• [WHAT TO PRODUCE]: Beneath this line are the data; copy exactly the part of them that opens with the line containing "M1055,608V644L1049,641L1046,636Z" and closes with the line containing "M597,331L631,341L630,352L620,354L610,351L609,359L584,364Z", and only that part.

• [AVAILABLE RECORDS]:
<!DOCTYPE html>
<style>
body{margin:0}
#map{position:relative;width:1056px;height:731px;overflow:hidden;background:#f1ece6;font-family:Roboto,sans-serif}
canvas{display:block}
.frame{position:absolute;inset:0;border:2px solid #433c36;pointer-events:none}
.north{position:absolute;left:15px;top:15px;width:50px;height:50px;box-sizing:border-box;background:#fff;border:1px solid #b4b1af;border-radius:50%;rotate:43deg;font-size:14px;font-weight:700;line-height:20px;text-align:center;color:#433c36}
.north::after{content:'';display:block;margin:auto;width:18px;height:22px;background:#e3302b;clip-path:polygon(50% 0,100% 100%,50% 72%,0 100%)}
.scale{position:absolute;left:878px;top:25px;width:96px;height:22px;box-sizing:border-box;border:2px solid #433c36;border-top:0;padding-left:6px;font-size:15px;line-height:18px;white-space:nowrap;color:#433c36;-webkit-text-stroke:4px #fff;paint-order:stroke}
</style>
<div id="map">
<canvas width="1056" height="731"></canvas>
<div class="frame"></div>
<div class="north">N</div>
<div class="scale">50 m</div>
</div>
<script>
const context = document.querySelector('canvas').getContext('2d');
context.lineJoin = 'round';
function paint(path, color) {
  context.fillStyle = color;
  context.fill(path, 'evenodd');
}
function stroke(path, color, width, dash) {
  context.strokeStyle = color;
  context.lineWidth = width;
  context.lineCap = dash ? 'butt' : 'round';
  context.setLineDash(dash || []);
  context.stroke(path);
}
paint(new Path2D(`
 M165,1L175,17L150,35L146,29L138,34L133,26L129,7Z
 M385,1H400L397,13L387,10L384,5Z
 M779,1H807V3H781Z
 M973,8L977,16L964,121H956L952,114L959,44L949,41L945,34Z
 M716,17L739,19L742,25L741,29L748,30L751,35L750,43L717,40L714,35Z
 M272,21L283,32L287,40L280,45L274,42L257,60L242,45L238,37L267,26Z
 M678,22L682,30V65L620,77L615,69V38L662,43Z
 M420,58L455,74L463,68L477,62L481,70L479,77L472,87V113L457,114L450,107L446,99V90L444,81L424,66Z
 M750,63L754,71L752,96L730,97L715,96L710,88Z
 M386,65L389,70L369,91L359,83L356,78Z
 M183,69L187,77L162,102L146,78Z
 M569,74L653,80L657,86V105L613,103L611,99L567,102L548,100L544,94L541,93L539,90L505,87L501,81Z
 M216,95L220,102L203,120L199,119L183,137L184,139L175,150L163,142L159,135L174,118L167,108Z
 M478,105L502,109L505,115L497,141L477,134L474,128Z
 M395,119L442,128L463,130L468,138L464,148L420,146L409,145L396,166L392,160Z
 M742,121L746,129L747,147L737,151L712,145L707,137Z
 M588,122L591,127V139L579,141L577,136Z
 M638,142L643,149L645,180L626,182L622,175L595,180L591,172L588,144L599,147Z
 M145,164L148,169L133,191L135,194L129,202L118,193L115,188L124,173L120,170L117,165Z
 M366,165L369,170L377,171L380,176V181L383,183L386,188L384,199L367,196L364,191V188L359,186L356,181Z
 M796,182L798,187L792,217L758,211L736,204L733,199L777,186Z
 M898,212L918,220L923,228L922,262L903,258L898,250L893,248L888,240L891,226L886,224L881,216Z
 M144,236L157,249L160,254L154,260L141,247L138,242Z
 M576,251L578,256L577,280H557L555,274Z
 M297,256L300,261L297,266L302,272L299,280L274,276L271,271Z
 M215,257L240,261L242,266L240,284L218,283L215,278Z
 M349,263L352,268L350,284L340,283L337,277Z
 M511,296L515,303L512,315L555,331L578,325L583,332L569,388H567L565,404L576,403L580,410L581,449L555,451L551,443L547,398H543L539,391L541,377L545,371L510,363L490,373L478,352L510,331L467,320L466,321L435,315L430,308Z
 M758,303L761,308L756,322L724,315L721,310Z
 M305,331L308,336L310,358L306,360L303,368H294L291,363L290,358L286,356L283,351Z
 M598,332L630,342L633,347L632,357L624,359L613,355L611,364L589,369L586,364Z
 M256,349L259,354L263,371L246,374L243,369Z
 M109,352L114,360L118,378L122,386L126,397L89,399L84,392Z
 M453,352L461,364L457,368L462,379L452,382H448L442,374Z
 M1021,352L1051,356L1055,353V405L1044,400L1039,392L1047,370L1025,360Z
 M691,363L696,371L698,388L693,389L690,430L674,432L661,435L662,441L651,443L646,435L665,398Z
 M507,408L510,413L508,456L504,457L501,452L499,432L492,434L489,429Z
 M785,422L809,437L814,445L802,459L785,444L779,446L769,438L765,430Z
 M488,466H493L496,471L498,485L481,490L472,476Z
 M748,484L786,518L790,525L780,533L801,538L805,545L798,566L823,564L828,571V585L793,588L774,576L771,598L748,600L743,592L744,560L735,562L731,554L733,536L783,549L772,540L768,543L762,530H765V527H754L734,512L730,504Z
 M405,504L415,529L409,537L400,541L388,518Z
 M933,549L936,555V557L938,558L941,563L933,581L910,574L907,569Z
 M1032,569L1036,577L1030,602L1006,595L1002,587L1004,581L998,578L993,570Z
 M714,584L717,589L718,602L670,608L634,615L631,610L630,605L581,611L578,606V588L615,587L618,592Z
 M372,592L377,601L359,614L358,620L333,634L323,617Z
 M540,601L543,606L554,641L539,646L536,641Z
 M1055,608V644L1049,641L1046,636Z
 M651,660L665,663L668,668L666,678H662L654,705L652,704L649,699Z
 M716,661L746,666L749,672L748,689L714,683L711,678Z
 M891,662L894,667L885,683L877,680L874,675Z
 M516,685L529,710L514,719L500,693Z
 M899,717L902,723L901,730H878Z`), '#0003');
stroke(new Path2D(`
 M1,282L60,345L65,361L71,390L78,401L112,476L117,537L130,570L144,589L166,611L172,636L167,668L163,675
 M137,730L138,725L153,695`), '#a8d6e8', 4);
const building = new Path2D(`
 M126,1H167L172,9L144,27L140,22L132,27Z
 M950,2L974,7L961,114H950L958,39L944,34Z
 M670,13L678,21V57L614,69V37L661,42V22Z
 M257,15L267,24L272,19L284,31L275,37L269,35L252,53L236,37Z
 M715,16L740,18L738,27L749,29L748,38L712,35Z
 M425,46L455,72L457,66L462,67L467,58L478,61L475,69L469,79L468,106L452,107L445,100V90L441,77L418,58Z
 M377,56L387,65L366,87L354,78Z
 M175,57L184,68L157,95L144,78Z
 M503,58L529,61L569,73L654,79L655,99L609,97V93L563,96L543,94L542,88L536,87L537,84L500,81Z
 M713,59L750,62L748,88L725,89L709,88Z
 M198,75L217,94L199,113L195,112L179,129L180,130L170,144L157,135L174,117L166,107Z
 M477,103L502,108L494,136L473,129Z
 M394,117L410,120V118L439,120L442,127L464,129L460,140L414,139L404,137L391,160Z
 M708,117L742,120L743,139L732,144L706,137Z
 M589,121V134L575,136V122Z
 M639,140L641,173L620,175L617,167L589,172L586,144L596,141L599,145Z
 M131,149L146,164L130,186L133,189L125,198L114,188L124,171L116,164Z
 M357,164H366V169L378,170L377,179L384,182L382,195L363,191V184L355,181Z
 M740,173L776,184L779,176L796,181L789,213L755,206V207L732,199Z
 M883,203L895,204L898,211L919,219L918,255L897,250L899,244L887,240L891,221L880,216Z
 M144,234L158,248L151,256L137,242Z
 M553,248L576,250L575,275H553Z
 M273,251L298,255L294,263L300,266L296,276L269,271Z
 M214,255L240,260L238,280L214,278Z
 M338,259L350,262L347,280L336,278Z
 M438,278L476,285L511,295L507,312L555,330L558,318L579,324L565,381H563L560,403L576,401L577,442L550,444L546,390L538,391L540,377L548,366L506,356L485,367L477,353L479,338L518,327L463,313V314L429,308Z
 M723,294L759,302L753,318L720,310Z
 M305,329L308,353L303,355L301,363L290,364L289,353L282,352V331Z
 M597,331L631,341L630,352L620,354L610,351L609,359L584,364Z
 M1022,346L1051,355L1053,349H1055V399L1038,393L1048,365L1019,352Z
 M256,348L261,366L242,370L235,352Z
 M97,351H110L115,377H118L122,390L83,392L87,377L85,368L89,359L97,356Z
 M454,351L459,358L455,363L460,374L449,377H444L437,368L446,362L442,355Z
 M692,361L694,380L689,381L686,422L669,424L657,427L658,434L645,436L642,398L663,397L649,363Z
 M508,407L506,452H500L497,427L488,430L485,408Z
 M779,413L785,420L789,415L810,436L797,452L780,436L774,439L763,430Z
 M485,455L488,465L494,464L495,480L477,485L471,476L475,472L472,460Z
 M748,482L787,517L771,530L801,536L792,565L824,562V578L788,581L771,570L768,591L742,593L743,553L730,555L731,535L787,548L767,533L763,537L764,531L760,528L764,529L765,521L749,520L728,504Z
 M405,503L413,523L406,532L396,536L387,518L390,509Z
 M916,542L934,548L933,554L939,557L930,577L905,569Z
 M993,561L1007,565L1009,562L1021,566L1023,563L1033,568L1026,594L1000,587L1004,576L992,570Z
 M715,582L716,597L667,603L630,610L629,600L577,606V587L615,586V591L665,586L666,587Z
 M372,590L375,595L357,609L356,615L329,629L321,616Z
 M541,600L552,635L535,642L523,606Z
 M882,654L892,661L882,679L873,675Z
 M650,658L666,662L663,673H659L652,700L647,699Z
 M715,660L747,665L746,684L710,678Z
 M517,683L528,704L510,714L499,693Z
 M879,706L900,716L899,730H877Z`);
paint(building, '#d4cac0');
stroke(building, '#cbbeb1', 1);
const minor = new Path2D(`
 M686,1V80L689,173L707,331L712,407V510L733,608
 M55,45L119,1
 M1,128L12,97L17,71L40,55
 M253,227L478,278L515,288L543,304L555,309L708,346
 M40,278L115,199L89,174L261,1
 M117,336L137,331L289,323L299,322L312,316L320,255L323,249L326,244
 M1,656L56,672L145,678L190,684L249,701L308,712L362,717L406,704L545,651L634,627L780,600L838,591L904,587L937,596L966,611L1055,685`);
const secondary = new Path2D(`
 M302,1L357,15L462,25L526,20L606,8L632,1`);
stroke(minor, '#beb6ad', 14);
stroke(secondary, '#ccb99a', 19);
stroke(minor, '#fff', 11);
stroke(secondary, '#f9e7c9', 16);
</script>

• [EXERCISE ANSWER]:
 M1055,608V644L1049,641L1046,636Z
 M651,660L665,663L668,668L666,678H662L654,705L652,704L649,699Z
 M716,661L746,666L749,672L748,689L714,683L711,678Z
 M891,662L894,667L885,683L877,680L874,675Z
 M516,685L529,710L514,719L500,693Z
 M899,717L902,723L901,730H878Z`), '#0003');
stroke(new Path2D(`
 M1,282L60,345L65,361L71,390L78,401L112,476L117,537L130,570L144,589L166,611L172,636L167,668L163,675
 M137,730L138,725L153,695`), '#a8d6e8', 4);
const building = new Path2D(`
 M126,1H167L172,9L144,27L140,22L132,27Z
 M950,2L974,7L961,114H950L958,39L944,34Z
 M670,13L678,21V57L614,69V37L661,42V22Z
 M257,15L267,24L272,19L284,31L275,37L269,35L252,53L236,37Z
 M715,16L740,18L738,27L749,29L748,38L712,35Z
 M425,46L455,72L457,66L462,67L467,58L478,61L475,69L469,79L468,106L452,107L445,100V90L441,77L418,58Z
 M377,56L387,65L366,87L354,78Z
 M175,57L184,68L157,95L144,78Z
 M503,58L529,61L569,73L654,79L655,99L609,97V93L563,96L543,94L542,88L536,87L537,84L500,81Z
 M713,59L750,62L748,88L725,89L709,88Z
 M198,75L217,94L199,113L195,112L179,129L180,130L170,144L157,135L174,117L166,107Z
 M477,103L502,108L494,136L473,129Z
 M394,117L410,120V118L439,120L442,127L464,129L460,140L414,139L404,137L391,160Z
 M708,117L742,120L743,139L732,144L706,137Z
 M589,121V134L575,136V122Z
 M639,140L641,173L620,175L617,167L589,172L586,144L596,141L599,145Z
 M131,149L146,164L130,186L133,189L125,198L114,188L124,171L116,164Z
 M357,164H366V169L378,170L377,179L384,182L382,195L363,191V184L355,181Z
 M740,173L776,184L779,176L796,181L789,213L755,206V207L732,199Z
 M883,203L895,204L898,211L919,219L918,255L897,250L899,244L887,240L891,221L880,216Z
 M144,234L158,248L151,256L137,242Z
 M553,248L576,250L575,275H553Z
 M273,251L298,255L294,263L300,266L296,276L269,271Z
 M214,255L240,260L238,280L214,278Z
 M338,259L350,262L347,280L336,278Z
 M438,278L476,285L511,295L507,312L555,330L558,318L579,324L565,381H563L560,403L576,401L577,442L550,444L546,390L538,391L540,377L548,366L506,356L485,367L477,353L479,338L518,327L463,313V314L429,308Z
 M723,294L759,302L753,318L720,310Z
 M305,329L308,353L303,355L301,363L290,364L289,353L282,352V331Z
 M597,331L631,341L630,352L620,354L610,351L609,359L584,364Z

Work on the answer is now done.